Lenny Zeltser published Writing Tips for IT Professionals. If you have not read it, please do so. This is a great tutorial on how to be strategic about your writing.

Also, for anything you write assume that LE, C-level guys, firms engaged commercially to re-do/confirm/audit your DFIR / pentest analysis, experts in the industry will read it at some stage. Also… assume these reports will become public.. cuz… breaches.

So… try to write in a defensive way, make your lack of knowledge known (where applicable). Suggest avenues for additional research if you can. Don’t claim anything 100%, but at the same time use common sense so that your article doesn’t overuse words like ‘allegedly’, ‘possibly’, ‘probably’, ‘reportedly’, ‘supposedly’, etc.. Be honest, be humble. Focus on facts, not editorializing.

Also… use Alexious Principle, it’s such a simple, yet powerful recipe for writing almost any report/write-up within an infosec space in a defensive way. If you include these 4 points it’s almost guaranteed that all the questions asked by a client, LE, sponsor will be addressed. The less follow-ups on the report, the better writer you are.

Finally, you need to practice. The more you write, the better you will get at it.
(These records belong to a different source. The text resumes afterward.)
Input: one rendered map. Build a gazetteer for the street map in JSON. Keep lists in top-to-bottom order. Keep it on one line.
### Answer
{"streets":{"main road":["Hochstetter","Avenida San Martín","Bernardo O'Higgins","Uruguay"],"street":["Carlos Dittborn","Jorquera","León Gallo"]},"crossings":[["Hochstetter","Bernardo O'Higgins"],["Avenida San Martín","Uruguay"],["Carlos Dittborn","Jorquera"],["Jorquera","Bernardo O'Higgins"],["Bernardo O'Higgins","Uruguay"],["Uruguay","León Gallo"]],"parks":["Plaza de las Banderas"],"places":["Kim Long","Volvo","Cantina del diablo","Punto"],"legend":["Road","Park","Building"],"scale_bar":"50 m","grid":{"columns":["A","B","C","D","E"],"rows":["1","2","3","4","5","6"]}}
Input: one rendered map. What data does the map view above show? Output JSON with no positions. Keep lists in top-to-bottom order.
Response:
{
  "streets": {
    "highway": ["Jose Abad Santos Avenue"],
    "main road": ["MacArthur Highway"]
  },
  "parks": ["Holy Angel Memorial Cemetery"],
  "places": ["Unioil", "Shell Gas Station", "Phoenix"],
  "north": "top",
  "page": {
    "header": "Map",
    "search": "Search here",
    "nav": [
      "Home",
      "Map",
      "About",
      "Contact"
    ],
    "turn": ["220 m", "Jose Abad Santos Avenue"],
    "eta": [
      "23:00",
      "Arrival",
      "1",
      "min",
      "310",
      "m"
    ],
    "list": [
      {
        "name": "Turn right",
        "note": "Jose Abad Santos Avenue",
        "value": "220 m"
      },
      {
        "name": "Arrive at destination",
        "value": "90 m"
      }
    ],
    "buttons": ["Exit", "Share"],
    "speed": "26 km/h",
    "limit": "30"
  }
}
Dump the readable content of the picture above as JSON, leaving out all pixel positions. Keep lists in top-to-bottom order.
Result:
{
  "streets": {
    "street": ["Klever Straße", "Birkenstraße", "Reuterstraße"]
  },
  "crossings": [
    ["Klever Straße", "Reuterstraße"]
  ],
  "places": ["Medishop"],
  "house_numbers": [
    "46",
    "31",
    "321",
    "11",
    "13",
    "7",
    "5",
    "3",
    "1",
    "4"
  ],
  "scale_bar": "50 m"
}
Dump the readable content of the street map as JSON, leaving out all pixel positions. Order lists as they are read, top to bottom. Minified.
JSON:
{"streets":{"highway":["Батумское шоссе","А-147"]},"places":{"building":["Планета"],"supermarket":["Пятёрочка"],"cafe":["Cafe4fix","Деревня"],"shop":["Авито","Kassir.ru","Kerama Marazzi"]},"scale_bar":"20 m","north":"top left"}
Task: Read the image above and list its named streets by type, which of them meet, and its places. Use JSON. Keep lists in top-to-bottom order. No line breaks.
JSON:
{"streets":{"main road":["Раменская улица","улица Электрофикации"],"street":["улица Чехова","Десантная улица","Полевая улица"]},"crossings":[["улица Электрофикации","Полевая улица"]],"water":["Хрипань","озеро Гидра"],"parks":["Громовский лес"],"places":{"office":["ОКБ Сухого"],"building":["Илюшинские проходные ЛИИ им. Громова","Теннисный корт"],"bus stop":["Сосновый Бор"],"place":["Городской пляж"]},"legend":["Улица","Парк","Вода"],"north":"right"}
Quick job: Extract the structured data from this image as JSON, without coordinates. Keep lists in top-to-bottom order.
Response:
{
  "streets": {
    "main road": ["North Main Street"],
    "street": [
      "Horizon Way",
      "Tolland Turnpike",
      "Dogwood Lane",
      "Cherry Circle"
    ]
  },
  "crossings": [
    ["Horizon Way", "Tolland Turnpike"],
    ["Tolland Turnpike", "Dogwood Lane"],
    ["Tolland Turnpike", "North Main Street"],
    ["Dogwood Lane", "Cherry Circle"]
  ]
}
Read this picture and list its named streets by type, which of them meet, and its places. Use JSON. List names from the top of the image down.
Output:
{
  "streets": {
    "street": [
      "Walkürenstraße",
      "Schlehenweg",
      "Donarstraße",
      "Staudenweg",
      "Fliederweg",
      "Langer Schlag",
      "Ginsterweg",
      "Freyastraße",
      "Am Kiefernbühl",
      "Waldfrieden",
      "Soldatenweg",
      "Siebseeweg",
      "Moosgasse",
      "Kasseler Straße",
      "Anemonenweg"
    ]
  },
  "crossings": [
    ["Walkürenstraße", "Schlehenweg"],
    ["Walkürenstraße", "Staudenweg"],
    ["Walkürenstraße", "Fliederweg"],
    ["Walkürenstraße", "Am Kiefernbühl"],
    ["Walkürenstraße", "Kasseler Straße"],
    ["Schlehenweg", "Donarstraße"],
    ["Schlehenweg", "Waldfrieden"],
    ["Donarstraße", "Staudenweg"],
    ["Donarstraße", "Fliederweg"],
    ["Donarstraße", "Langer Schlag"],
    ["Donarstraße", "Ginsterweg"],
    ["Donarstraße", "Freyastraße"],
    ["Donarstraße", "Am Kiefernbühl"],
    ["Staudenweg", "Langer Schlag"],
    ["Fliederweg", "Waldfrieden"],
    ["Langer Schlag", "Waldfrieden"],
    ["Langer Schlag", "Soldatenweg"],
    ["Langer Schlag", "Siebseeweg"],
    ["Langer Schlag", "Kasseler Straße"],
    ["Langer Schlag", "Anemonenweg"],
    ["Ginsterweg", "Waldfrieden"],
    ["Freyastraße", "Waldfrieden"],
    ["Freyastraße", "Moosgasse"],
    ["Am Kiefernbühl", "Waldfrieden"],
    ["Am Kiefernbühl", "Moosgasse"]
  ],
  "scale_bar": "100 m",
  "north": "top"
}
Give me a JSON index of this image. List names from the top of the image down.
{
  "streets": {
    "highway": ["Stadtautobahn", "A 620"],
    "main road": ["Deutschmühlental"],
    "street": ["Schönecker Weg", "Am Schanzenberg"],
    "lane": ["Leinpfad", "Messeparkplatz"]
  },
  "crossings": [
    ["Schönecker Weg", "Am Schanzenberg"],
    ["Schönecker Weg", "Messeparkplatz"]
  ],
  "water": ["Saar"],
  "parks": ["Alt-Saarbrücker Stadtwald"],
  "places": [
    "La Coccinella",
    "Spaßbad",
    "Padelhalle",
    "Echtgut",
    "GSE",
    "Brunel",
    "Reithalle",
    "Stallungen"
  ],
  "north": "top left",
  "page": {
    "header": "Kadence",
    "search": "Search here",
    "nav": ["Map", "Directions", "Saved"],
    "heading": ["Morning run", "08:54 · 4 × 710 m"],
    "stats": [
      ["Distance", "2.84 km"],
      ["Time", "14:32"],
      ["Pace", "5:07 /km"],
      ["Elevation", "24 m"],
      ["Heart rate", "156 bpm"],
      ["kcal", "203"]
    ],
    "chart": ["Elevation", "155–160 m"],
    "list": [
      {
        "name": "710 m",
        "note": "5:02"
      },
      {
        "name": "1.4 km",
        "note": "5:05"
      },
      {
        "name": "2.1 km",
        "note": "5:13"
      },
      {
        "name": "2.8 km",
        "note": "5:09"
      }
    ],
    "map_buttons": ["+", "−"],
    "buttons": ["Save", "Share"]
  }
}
Also, read documents that are within the same audience spectrum — if you need to write DFIR reports, read available public reports about breaches. Cherry-pick language, statements, as well as formatting style, and the document organization.

And last, but not least – do peer review, if possible. Ask more senior guys to look at what you write. Ask them if there is anything that sounds too vague. Correct it.

And to be honest, this post is a good example of bad writing. I mixed up a lot of things and didn’t have much structure here; if you read that far, thank you.